Opinion By: Gregory D. Stumbo, Attorney General; Amye L. Bensenhaver, Assistant Attorney General

Open Records Decision

The question presented in this appeal is whether the Kentucky Transportation Cabinet violated the Open Records Act in the disposition of Courier-Journal reporter R. G. Dunlop's request for all records pertaining to condemnation cases concluded between January 1, 1989, and the present and all pending condemnation cases. For the reasons that follow, we find that although the Cabinet violated the Act in failing to produce a copy of its litigation docketing and tracking system in the requested electronic format, the Cabinet did not violate the Act in denying Mr. Dunlop access to some fourteen years of hard copy condemnation litigation files on the basis of KRS 61.872(6), or in denying him access to records disclosing monetary values of real estate appraisals on the basis of KRS 61.878(1)(f).

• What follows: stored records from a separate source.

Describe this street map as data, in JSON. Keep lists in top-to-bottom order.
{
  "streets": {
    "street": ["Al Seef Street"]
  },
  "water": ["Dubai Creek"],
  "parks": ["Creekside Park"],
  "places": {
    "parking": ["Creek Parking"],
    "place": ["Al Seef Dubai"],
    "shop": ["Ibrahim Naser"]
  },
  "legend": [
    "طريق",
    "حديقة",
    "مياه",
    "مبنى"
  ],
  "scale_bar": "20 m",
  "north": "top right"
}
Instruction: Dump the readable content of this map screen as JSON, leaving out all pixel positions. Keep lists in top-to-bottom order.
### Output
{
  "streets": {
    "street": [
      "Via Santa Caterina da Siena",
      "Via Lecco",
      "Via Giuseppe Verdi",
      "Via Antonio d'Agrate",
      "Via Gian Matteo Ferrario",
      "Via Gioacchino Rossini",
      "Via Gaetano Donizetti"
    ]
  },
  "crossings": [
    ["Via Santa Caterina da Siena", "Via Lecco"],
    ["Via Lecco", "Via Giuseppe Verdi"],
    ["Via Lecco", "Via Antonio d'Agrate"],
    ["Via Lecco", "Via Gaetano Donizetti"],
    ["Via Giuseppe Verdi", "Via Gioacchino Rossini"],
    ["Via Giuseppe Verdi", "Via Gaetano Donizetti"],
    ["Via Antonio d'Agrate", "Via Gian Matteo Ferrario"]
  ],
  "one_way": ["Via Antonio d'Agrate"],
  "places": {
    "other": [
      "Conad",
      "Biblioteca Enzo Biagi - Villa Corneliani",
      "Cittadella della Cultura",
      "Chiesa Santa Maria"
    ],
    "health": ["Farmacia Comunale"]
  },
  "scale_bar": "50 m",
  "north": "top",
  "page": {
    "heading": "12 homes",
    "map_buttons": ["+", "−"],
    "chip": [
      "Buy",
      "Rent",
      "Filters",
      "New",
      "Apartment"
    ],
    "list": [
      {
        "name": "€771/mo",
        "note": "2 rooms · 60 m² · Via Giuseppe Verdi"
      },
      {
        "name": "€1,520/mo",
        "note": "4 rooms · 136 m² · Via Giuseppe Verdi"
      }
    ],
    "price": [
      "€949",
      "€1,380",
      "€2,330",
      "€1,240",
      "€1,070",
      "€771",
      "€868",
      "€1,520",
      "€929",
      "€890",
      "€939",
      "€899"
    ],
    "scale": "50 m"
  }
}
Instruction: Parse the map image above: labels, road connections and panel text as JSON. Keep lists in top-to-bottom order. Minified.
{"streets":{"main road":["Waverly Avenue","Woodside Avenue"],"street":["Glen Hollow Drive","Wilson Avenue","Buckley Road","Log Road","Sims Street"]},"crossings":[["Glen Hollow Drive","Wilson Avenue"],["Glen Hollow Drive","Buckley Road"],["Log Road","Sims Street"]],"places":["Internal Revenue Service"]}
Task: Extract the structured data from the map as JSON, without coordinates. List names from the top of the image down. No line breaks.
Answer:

In his May 10, 2004, request to the Cabinet, Mr. Dunlop advised:

It is my understanding that most of this information is contained in one or more databases maintained by the Office of General Counsel/Legislative Affairs of the Kentucky Transportation Cabinet. . . . I request that any responsive databases be copied to a diskette for disclosure.

As an alternative to production of the requested records in an electronic format, Mr. Dunlop requested them "in a paper format. " 1


On behalf of the Transportation Cabinet, Assistant General Counsel J. Todd Shipp denied Mr. Dunlop's request, advising him as follows:

[W]e have replied to your requests on two separate occasions and again will refer to them for the reasons your third request will be denied. We will incorporate our responses herein and as such will not belabor the points.

This appeal followed.

In supplemental correspondence directed to this office, Mr. Shipp asserts that the Cabinet "does not possess a database that reflects or holds the information that Mr. Dunlop seeks," and is not required to create a record containing "answers to his questions." Responding to The Courier-Journal's argument that Mr. Dunlop's request is sufficiently specific and not unreasonably burdensome, Mr. Shipp observed:

The very fact that this Cabinet provided him with a list of the cases would allow him the full opportunity to make a specific request for any of the files that are within the archives of the Commonwealth of Kentucky. 2

Further, Mr. Shipp noted:

[T]o extrapolate the answers to his questions and create the records he wants would require an individual hard file review of nearly 20,000 files.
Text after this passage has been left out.